| To be sure, the neocons have rallied around one policy prescription: They want Iran's nuclear transgressions referred to the U.N. Security Council, where the United States can push the international community to collectively punish the mullahs. But that's not much of a solution, either. The United States can be reasonably sure that Russia and China will veto any sanctions against Iran. But this stopgap proposal is itself revealing. It is neocons who have pushed the debate in the direction of the much-loathed United Nations, a course they would only suggest in a state of confusion.
In all the public reconsideration of the Iraq war, neocons have barely wrestled with the implications of the invasion's failure for their worldview, content to blame the mess on errors of execution. The Iran debate, however, exposes as much as their writings on Iraq omit. For decades, a near-limitless belief in U.S. power has bridged neocon foreign policy thinking. That's why it is stunning to hear so many neocons ultimately express pessimism about the Bush administration's prospects for preventing the Iranian bomb. "The horse is ninety percent out of the barn," says Donnelly. "They're going to get the bomb unless we invade.

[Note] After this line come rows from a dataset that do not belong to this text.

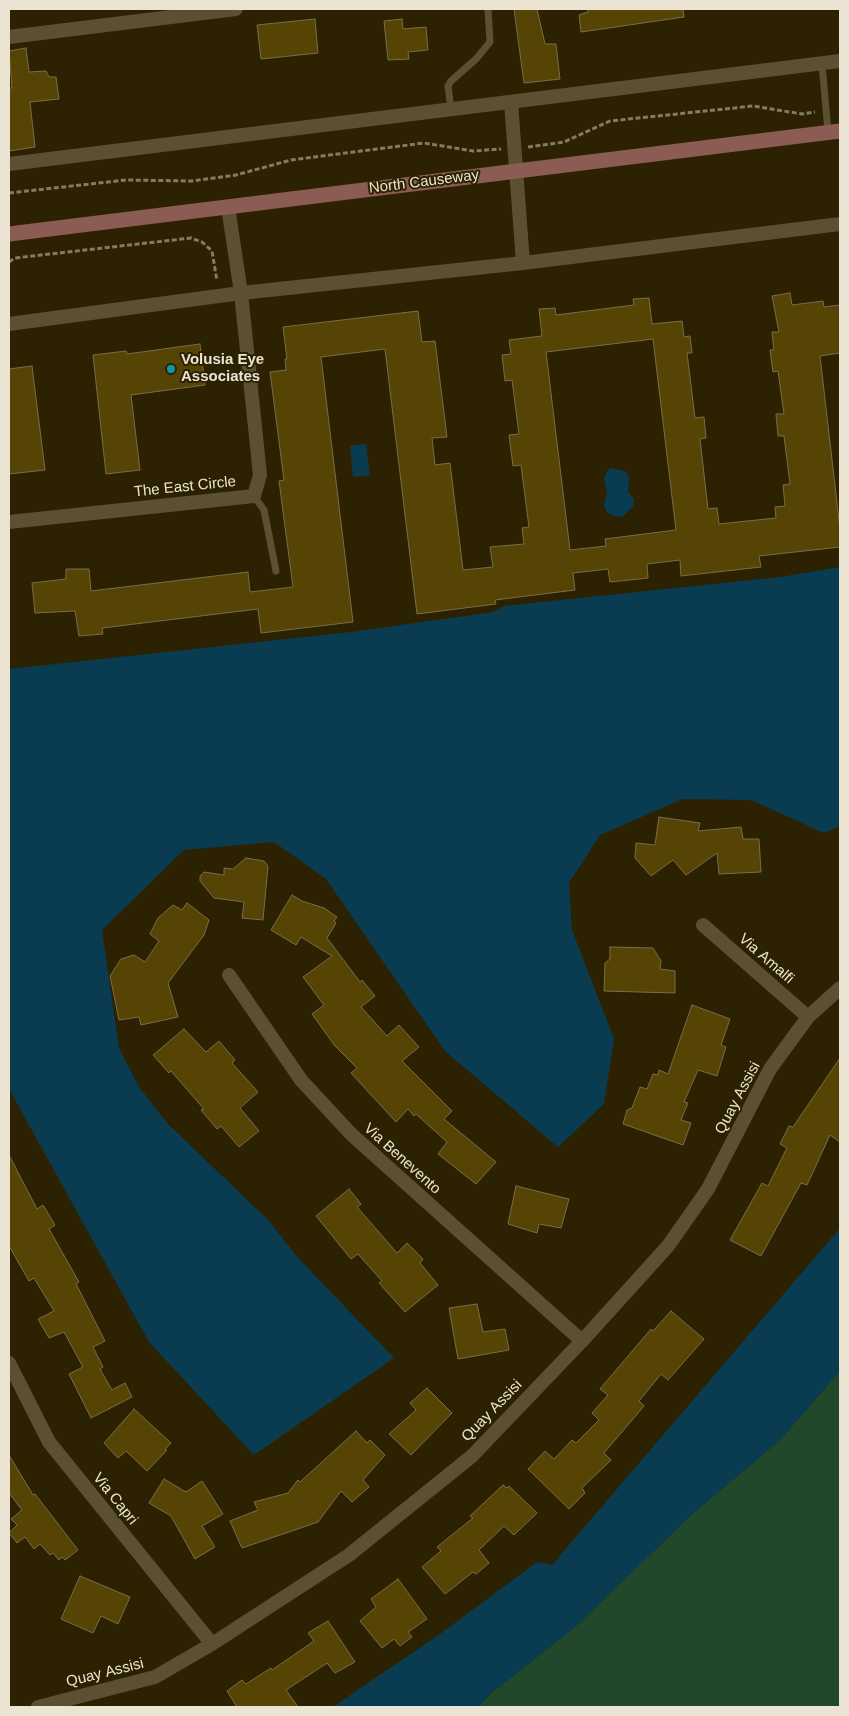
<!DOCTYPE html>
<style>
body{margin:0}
#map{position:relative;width:849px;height:1716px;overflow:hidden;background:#2c2202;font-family:Helvetica,sans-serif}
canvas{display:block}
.frame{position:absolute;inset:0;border:10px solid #ebe4d3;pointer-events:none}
</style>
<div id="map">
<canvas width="849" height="1716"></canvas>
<div class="frame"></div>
</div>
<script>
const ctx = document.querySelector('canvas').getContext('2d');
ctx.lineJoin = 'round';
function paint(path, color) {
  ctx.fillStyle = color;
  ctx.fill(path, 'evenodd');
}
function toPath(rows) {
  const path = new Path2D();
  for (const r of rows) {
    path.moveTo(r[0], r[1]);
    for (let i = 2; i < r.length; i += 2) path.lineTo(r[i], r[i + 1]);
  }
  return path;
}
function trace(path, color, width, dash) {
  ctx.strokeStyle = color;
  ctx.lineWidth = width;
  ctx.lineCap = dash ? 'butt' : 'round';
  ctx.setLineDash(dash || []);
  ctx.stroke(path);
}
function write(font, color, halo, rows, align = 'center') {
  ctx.font = font + ' Helvetica,sans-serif';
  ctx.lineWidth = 4;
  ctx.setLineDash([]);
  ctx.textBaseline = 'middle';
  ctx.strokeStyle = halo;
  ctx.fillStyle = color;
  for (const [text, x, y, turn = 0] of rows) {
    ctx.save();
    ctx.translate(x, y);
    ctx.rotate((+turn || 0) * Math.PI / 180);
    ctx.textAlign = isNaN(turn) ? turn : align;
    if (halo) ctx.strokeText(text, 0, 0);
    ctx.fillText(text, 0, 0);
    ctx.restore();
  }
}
const green = toPath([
 [840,1371,840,1707,478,1707,490,1694,575,1627,691,1515,779,1441]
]);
const water = toPath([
 [366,444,370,475,353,477,350,446],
 [611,468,625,471,629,478,628,492,634,499,633,507,622,517,613,516,607,512,604,505,607,492,604,479,607,471],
 [840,567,840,826,824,833,751,800,683,799,600,835,569,883,572,930,614,1039,604,1104,558,1147,445,1051,326,879,274,842,184,850,102,930,119,1048,139,1087,168,1124,268,1220,300,1260,394,1358,254,1455,149,1342,9,1089,9,669,351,632,494,612,504,606,780,577],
 [840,1228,840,1371,779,1441,691,1515,575,1627,490,1694,478,1707,333,1707,440,1634,537,1562,552,1565]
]);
const building = toPath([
 [514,9,537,9,545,44,556,44,560,79,524,83,514,9],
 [588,9,683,9,684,17,581,32,579,15,588,12,588,9],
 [315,19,318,53,261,59,257,25,315,19],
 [402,19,403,29,426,27,428,50,408,52,409,59,388,60,384,21,402,19],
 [26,48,29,72,46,71,49,77,56,77,59,99,30,102,35,147,9,151,9,88,12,88,9,51,26,48],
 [790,293,792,305,823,301,824,307,840,305,840,353,820,356,840,529,840,547,759,556,761,567,681,576,680,560,647,564,648,578,610,582,608,569,573,573,575,590,495,600,496,604,417,614,385,349,321,357,353,622,261,633,258,609,102,628,103,634,79,636,75,611,35,613,32,583,66,579,66,569,89,569,91,591,248,572,250,592,293,587,279,481,284,480,270,372,286,370,285,359,287,359,283,327,418,311,422,342,435,341,447,437,432,438,435,465,450,463,463,570,493,567,490,547,524,544,522,528,529,527,521,465,513,466,509,435,519,434,512,380,505,381,502,355,511,354,509,340,542,336,539,309,555,308,556,315,634,305,633,299,649,298,652,324,682,321,684,337,690,336,692,353,687,353,695,418,704,417,706,438,700,439,708,509,717,508,719,524,776,518,775,507,785,506,783,485,790,484,784,436,778,436,776,414,784,414,778,371,773,372,770,350,774,350,772,332,779,332,772,296,790,293],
 [653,339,676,530,605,539,606,546,570,550,546,352,653,339],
 [200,344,205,385,131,395,140,470,106,474,93,355,126,351,127,354,200,344],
 [32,366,45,470,9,474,9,369,32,366],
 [659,817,700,823,698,831,741,827,743,839,759,839,761,872,719,874,717,853,686,875,673,860,651,876,635,858,636,843,655,845,659,817],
 [246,858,264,861,268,866,263,920,242,918,244,902,214,898,200,881,200,876,204,872,224,875,224,868,233,869,246,858],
 [292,895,302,901,324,908,337,917,334,921,336,923,327,938,360,982,362,980,375,996,361,1007,387,1036,399,1025,419,1047,402,1061,452,1111,444,1119,496,1162,476,1184,438,1154,447,1142,416,1114,414,1116,408,1109,396,1122,351,1073,357,1068,335,1046,312,1014,324,1005,303,977,332,956,301,937,296,945,271,930,292,895],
 [187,903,209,920,204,935,168,983,178,1017,141,1025,139,1017,119,1020,110,976,121,959,134,955,145,962,159,941,150,934,158,918,173,905,182,910,187,903],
 [610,947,653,948,661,961,660,969,675,971,675,993,604,991,605,963,610,959,610,947],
 [692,1005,730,1019,721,1045,726,1047,717,1076,698,1070,684,1102,688,1103,681,1120,691,1123,683,1145,623,1124,627,1110,632,1108,640,1087,647,1089,653,1074,658,1075,659,1070,668,1074,692,1005],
 [184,1029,206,1052,219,1041,235,1060,232,1063,258,1092,240,1108,259,1131,239,1147,221,1126,217,1129,201,1110,204,1109,171,1071,169,1073,153,1055,184,1029],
 [840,1058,840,1142,830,1135,807,1185,801,1183,761,1256,730,1240,762,1183,768,1186,787,1148,780,1144,789,1126,793,1127,840,1058],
 [9,1155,37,1209,43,1205,55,1225,49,1229,79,1282,76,1284,105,1341,93,1347,103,1367,100,1369,112,1390,125,1383,132,1397,91,1418,69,1374,83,1367,64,1332,49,1338,38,1319,54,1311,34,1278,29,1281,9,1246,9,1155],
 [516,1186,569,1199,561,1228,539,1224,537,1233,508,1224,516,1186],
 [349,1189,361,1204,357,1207,397,1253,407,1243,423,1259,420,1263,438,1285,405,1312,379,1283,382,1281,358,1254,351,1259,316,1216,349,1189],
 [477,1304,483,1332,505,1329,509,1350,458,1359,449,1308,477,1304],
 [671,1311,704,1339,668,1380,661,1374,639,1401,644,1406,604,1453,611,1460,582,1488,585,1493,569,1509,528,1469,545,1451,554,1459,572,1440,576,1443,599,1420,592,1413,608,1395,600,1389,651,1329,653,1331,671,1311],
 [427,1388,452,1413,411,1455,389,1434,416,1410,410,1403,427,1388],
 [134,1409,171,1443,165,1449,167,1450,147,1471,126,1451,118,1458,104,1443,134,1409],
 [356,1431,367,1443,370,1440,385,1455,363,1480,369,1487,352,1502,341,1491,318,1522,242,1548,230,1521,258,1510,254,1502,288,1493,298,1480,300,1482,356,1431],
 [9,1455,33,1495,35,1494,78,1550,65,1560,62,1557,59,1560,53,1553,50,1555,40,1544,34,1549,25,1537,17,1543,9,1533,17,1525,11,1519,22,1510,9,1493,9,1455],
 [164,1479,186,1492,202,1481,223,1514,202,1526,215,1547,195,1559,171,1516,149,1503,164,1479],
 [503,1485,507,1488,509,1486,537,1513,514,1535,504,1526,479,1550,489,1563,476,1574,473,1572,445,1594,422,1567,441,1551,437,1547,473,1518,470,1516,503,1485],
 [80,1576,130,1597,118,1624,101,1616,93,1633,61,1619,80,1576],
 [398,1579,427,1619,408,1632,412,1637,400,1646,394,1639,382,1648,360,1621,376,1607,371,1599,398,1579],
 [328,1621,355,1662,335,1673,327,1663,286,1690,298,1707,237,1707,227,1691,242,1680,246,1684,271,1668,272,1670,314,1641,308,1633,328,1621]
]);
const path = toPath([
 [528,147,564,142,610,121,753,106,802,114,815,112],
 [9,193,126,180,192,181,236,175,291,160,424,143,473,151,501,149],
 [9,262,15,258,191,238,202,242,212,251,217,281]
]);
const lane = toPath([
 [822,64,828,132],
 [451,109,448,86,451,81,476,59,490,42,488,9],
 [254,496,264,510,276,571]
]);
const street = toPath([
 [9,37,236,9],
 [511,102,523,263],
 [9,164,840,61],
 [9,324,241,293,523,263,840,224],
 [9,522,254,496,260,475,241,293,228,207],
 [703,925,808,1017],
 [229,975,301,1080,351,1134,582,1341],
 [9,1363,49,1442,212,1644],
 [38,1707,155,1677,212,1644,349,1555,472,1456,582,1341,668,1246,708,1189,770,1069,808,1017,840,988]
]);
const secondary = toPath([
 [9,234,840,131]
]);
const markers = [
 [171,369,5,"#0f9aa8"]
];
const streetNames = [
 ["North Causeway",424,182,-7],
 ["The East Circle",185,487,-6],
 ["Via Amalfi",766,959,41],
 ["Quay Assisi",738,1098,-62],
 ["Via Benevento",402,1159,42],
 ["Quay Assisi",492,1411,-46],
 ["Via Capri",115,1499,51],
 ["Quay Assisi",105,1673,-14]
];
const poiNames = [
 ["Volusia Eye",181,360],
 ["Associates",181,377]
];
paint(green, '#21482b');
paint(water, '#0a3c51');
paint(building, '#564404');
trace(building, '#796d4d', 1);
trace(path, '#847b62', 3, [5, 2.5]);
trace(lane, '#5b5031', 7);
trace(street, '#5b5031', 14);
trace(secondary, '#8c5b53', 15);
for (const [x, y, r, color] of markers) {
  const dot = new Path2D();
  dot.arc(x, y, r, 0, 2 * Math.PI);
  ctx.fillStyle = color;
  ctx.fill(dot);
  trace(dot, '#2c2202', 2);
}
write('15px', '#ebe4d3', '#2c2202', streetNames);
write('bold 15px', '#ebe4d3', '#2c2202', poiNames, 'left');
</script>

That's not an option. So, I'd say, the time to stop this from happening has pretty much passed. Now, the question is, what are you going to do about it?" And there's no surer sign that neoconservatism has been chastened than the manner in which neocons describe themselves when discussing Iran. Where many of them once unabashedly self-identified as members of an intellectual movement, they now deny that such a movement ever existed. They refer to neoconservatism in quotation marks, as if the term were merely a concoction of overactive left-wing imaginations. David Frum, a former Bush speechwriter, told me, "This really is an example of what academics call essentialism. Hostile critics invent this thing called neoconservatism that unfailingly favors unilateral military force. But, when the so-called 'neoconservatives' examine Iran and don't advocate the use of unilateral military force, the critics feel like a dirty trick has been played upon them." Denial may be the first step on the path to recovery. |
From a purely intellectual standpoint, it's interesting to watch as a purely intellectual movement adjusts to reality. Intellectually, they believed the world worked a certain way. Reality showed otherwise. And now they must adapt and adjust. As unbelievably painful as it has been for the world to live through this process, I see some hope in the fact that some of the theory's biggest proponents are claiming it never even existed.
It's amazing... after centuries of human history, you'd think by now it would be common knowledge that when theory meets reality, reality always wins. Then again, I suppose you'd have to know your history to understand that.
Either way, let's all hope that this is a sign that the neo-cons have begun the process of joining the rest of us back here in the good ole world of reality.